Die Verordnung regelt Pauschalvergütungen für Heeresangehörige im verlängerten Dienstplan. In § 4 sind die Aufwandsentschädigungen noch immer in Schilling angegeben ("200 S" für Offiziere und Unteroffiziere, "110 S" für Chargen), obwohl Österreich seit 1. Jänner 2002 den Euro eingeführt hat.

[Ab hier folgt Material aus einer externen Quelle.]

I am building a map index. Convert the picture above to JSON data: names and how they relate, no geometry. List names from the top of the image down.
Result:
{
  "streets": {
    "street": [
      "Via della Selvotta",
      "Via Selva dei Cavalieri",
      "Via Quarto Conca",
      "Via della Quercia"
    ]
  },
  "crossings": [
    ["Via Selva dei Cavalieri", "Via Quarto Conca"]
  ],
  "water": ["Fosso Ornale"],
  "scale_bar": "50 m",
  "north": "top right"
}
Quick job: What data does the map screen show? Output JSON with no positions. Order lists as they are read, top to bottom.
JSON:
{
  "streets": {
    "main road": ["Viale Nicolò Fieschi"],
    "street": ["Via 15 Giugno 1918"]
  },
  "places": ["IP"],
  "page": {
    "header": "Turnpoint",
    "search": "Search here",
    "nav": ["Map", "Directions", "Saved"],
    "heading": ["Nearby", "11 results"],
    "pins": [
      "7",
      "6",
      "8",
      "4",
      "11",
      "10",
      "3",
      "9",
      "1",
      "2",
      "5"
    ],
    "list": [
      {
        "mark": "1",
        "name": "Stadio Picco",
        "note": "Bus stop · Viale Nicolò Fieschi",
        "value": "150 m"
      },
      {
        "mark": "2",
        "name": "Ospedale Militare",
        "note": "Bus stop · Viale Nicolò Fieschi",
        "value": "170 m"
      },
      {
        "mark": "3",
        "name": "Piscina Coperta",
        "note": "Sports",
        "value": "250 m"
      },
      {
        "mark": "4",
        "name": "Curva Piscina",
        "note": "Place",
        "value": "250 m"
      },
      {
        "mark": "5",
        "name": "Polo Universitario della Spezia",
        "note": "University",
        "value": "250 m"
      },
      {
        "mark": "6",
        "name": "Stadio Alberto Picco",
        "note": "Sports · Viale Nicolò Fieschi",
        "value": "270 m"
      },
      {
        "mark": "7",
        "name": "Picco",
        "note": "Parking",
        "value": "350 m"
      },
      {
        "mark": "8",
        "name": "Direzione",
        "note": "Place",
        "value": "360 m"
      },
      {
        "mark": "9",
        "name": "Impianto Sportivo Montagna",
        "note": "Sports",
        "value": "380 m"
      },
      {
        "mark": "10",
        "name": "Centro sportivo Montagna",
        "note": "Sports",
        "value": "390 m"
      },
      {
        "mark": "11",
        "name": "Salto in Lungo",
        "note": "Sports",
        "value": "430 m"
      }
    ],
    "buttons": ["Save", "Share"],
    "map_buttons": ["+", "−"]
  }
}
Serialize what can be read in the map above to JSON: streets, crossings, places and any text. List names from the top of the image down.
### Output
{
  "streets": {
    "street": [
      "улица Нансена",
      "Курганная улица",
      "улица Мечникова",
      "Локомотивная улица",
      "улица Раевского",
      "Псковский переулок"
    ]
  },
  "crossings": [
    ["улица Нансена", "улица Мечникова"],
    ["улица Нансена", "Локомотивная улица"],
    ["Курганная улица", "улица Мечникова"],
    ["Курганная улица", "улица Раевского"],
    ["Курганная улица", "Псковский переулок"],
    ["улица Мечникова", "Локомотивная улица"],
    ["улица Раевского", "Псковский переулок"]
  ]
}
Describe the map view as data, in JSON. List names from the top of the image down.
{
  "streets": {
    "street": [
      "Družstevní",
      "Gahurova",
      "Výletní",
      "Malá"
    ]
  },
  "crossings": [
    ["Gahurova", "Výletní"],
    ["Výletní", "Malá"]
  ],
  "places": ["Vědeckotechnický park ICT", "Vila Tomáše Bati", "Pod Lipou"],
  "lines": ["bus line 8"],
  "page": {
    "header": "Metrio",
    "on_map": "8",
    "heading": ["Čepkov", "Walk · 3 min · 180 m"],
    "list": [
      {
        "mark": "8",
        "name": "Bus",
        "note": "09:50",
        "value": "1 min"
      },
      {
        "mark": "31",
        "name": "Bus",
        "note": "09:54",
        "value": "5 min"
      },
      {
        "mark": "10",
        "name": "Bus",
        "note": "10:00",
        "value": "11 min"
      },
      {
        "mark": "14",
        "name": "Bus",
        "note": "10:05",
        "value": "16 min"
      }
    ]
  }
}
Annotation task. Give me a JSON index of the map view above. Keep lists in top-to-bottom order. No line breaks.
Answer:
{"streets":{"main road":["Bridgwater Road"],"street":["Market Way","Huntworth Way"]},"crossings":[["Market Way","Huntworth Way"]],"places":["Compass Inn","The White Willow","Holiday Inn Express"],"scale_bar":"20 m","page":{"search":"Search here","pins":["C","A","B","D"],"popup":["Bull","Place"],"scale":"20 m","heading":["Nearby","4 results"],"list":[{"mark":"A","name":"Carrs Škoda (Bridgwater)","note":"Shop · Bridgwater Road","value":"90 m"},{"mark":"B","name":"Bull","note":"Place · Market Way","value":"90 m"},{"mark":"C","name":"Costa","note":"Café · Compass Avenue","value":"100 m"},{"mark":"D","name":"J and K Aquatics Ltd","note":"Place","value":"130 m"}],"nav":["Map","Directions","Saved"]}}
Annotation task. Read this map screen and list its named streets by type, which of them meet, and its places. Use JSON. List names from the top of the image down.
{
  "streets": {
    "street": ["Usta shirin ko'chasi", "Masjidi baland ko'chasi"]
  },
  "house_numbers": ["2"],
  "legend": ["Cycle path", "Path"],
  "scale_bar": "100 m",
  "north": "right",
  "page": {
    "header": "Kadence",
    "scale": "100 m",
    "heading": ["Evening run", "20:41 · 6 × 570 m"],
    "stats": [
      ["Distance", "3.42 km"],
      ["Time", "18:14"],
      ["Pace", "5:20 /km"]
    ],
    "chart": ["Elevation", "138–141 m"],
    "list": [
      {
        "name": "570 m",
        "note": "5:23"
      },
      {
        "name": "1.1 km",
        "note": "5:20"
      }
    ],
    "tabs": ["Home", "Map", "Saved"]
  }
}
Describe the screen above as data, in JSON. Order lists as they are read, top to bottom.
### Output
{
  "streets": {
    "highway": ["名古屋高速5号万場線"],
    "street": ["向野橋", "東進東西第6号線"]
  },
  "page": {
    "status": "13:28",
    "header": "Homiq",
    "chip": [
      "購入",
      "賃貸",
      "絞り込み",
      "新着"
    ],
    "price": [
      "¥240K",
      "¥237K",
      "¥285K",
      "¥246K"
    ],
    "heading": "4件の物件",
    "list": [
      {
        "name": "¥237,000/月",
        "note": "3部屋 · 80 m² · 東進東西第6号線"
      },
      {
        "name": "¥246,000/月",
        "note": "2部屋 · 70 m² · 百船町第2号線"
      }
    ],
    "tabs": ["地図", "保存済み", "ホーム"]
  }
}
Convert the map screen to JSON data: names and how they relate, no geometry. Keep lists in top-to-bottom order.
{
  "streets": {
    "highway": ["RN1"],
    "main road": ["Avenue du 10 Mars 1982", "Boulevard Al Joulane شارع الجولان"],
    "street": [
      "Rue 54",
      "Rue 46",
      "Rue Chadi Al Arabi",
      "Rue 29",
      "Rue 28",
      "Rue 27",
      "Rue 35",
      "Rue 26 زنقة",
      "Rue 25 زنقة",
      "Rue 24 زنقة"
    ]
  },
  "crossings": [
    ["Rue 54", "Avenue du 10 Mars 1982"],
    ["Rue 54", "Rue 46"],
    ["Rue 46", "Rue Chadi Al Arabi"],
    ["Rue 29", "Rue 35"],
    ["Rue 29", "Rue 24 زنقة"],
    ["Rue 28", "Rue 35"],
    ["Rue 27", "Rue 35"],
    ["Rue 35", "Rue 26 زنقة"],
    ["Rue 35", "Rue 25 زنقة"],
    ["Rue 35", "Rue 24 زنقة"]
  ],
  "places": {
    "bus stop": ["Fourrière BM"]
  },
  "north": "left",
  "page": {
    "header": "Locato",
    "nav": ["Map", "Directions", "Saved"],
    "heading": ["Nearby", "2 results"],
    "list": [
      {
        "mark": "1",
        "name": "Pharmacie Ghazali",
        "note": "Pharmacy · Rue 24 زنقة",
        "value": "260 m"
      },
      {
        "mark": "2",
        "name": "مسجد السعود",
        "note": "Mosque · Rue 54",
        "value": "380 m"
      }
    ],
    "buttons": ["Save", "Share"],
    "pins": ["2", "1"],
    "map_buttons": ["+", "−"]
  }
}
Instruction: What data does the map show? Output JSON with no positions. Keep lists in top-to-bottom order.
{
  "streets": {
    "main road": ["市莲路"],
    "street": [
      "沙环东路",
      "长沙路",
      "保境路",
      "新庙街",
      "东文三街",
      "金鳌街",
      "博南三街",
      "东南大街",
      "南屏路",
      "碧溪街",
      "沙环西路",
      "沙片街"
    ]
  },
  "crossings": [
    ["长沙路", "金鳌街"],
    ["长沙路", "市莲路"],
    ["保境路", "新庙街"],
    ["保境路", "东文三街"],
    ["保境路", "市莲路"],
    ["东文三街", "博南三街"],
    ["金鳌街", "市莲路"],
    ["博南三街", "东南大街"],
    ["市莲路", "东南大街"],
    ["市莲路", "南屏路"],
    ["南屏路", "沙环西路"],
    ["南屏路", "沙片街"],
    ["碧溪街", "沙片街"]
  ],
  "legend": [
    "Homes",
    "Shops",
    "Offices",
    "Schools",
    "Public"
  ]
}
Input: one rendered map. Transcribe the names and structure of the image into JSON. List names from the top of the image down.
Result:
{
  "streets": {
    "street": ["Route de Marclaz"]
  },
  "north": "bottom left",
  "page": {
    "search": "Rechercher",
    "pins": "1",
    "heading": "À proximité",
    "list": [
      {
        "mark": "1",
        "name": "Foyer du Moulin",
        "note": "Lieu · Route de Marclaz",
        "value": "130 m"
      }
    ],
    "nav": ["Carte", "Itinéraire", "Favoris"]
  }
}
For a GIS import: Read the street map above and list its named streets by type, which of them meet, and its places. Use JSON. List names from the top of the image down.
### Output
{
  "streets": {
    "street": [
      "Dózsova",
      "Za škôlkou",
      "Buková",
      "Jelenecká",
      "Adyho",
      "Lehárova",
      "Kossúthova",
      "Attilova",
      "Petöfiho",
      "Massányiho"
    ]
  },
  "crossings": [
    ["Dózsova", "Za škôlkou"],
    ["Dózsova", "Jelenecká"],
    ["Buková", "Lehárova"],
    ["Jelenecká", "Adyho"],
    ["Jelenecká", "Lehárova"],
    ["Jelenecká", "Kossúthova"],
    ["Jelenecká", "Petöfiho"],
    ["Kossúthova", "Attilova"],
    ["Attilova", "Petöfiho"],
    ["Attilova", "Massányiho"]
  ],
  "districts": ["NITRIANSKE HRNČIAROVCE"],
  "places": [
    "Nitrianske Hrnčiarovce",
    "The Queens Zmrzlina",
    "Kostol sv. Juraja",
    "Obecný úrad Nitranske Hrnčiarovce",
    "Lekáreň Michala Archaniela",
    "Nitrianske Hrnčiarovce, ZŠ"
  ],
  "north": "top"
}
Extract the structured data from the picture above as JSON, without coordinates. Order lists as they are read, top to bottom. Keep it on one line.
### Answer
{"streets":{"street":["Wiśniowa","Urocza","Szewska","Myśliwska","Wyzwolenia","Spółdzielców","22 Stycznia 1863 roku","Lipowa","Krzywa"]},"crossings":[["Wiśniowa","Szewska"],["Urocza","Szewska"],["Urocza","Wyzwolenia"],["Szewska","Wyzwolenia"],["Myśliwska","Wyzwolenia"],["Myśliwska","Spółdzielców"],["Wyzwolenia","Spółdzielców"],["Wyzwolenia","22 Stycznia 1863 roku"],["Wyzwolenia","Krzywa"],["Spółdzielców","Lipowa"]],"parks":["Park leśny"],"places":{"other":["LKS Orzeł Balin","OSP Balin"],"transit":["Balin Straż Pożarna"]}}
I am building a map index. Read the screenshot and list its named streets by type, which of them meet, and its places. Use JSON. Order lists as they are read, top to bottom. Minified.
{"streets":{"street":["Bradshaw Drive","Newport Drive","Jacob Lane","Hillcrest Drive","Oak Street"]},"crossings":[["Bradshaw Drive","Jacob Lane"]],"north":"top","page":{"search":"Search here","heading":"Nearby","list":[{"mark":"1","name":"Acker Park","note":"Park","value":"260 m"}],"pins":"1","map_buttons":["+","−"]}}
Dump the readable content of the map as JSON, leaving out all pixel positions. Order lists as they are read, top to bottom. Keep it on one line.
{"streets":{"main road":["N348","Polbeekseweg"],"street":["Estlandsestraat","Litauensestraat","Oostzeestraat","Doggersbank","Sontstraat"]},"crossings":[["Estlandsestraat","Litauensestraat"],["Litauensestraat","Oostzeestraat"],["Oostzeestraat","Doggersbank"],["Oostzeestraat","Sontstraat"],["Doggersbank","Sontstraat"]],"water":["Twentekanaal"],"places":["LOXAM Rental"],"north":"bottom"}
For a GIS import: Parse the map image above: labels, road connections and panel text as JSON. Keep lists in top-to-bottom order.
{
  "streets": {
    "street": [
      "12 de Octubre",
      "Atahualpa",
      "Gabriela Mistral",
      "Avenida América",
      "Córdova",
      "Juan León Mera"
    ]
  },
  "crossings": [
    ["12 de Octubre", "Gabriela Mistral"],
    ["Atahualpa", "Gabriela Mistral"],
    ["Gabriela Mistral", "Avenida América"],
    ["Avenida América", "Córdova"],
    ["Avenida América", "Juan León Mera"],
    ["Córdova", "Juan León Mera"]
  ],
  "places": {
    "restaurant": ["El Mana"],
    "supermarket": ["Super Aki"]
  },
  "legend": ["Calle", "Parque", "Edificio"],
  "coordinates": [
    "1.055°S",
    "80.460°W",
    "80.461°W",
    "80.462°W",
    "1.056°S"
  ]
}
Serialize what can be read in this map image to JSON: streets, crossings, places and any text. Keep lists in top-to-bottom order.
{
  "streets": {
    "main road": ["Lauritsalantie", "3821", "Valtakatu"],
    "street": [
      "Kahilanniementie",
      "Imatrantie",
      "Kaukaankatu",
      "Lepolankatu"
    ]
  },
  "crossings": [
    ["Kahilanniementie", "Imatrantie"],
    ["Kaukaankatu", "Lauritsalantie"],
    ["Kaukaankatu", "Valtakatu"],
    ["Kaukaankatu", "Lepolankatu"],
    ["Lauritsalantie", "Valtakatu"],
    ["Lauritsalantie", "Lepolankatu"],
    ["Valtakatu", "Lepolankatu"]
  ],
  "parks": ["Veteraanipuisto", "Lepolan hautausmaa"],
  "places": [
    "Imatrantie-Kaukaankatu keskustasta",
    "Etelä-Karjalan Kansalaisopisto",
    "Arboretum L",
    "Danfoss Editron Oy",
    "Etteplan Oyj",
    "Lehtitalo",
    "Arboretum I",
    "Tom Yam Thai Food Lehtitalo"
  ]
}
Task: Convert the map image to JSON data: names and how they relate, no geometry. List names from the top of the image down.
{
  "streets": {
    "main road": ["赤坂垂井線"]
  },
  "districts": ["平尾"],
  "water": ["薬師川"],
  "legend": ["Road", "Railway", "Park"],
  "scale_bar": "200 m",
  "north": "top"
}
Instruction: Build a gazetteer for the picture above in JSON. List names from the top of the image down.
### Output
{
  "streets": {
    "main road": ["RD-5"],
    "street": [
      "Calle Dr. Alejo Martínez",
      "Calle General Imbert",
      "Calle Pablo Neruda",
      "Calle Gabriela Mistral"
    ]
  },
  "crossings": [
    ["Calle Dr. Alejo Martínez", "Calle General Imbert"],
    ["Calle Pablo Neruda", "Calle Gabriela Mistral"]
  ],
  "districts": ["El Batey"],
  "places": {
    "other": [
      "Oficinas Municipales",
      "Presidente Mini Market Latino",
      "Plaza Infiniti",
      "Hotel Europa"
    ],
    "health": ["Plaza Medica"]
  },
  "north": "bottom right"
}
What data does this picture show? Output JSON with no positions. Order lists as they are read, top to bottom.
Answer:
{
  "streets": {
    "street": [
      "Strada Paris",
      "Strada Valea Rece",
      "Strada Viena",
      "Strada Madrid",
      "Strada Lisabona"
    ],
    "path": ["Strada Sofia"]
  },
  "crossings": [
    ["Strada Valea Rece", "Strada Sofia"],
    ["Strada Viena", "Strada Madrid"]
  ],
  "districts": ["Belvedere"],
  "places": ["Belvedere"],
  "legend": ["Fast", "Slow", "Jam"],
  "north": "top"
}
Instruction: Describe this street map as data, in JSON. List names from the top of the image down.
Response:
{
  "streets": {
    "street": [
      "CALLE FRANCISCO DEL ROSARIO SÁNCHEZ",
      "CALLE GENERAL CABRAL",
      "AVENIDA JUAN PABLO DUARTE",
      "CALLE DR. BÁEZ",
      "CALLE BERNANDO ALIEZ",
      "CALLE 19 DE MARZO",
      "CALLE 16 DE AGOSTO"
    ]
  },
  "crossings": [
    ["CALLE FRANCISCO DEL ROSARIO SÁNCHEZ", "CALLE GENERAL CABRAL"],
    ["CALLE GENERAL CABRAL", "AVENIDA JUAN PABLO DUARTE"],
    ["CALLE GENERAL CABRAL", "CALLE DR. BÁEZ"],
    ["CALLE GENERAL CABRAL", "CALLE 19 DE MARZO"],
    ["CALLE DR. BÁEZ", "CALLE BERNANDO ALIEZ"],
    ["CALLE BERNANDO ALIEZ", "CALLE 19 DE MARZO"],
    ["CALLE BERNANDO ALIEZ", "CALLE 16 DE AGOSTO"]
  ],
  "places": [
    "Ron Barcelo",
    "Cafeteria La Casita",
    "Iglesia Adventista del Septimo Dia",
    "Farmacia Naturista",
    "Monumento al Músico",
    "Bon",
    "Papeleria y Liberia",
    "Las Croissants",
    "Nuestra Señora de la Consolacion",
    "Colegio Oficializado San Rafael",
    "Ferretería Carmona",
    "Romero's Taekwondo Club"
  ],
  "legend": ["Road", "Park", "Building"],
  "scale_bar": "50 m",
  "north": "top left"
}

Diese Schilling-Beträge sind rechtlich funktionslos und müssen dringend in Euro umgerechnet und auf aktuelle Werte angepasst werden.

Kategorien

Überholt / gegenstandslos

Belegende Paragraphen

§ 1 ↗ RIS

§ 1. Den Soldaten, die dem Bundesheer auf Grund eines Dienstverhältnisses angehören, gebührt eine monatliche Pauschalvergütung für den verlängerten Dienstplan sowie eine pauschalierte Aufwandsentschädigung nach Maßgabe der folgenden Bestimmungen.

§ 4 ↗ RIS

§ 4. Die pauschalierte Aufwandsentschädigung beträgt für Offiziere und Unteroffiziere monatlich 200 S und für Chargen 110 S.

§ 5 ↗ RIS

§ 5. (1) § 3 tritt mit 1. September 1995 in Kraft. (2) Die Verordnung des Bundesministers für Landesverteidigung über die Festsetzung der Pauschalvergütung für den verlängerten Dienstplan und einer pauschalierten Aufwandsentschädigung für bestimmte Angehörige des Bundesheeres, BGBl. Nr. 24/1975, tritt außer Kraft. (3) § 3 in der Fassung der Verordnung BGBl. Nr. 739/1996 tritt mit 1. September 1996 in Kraft.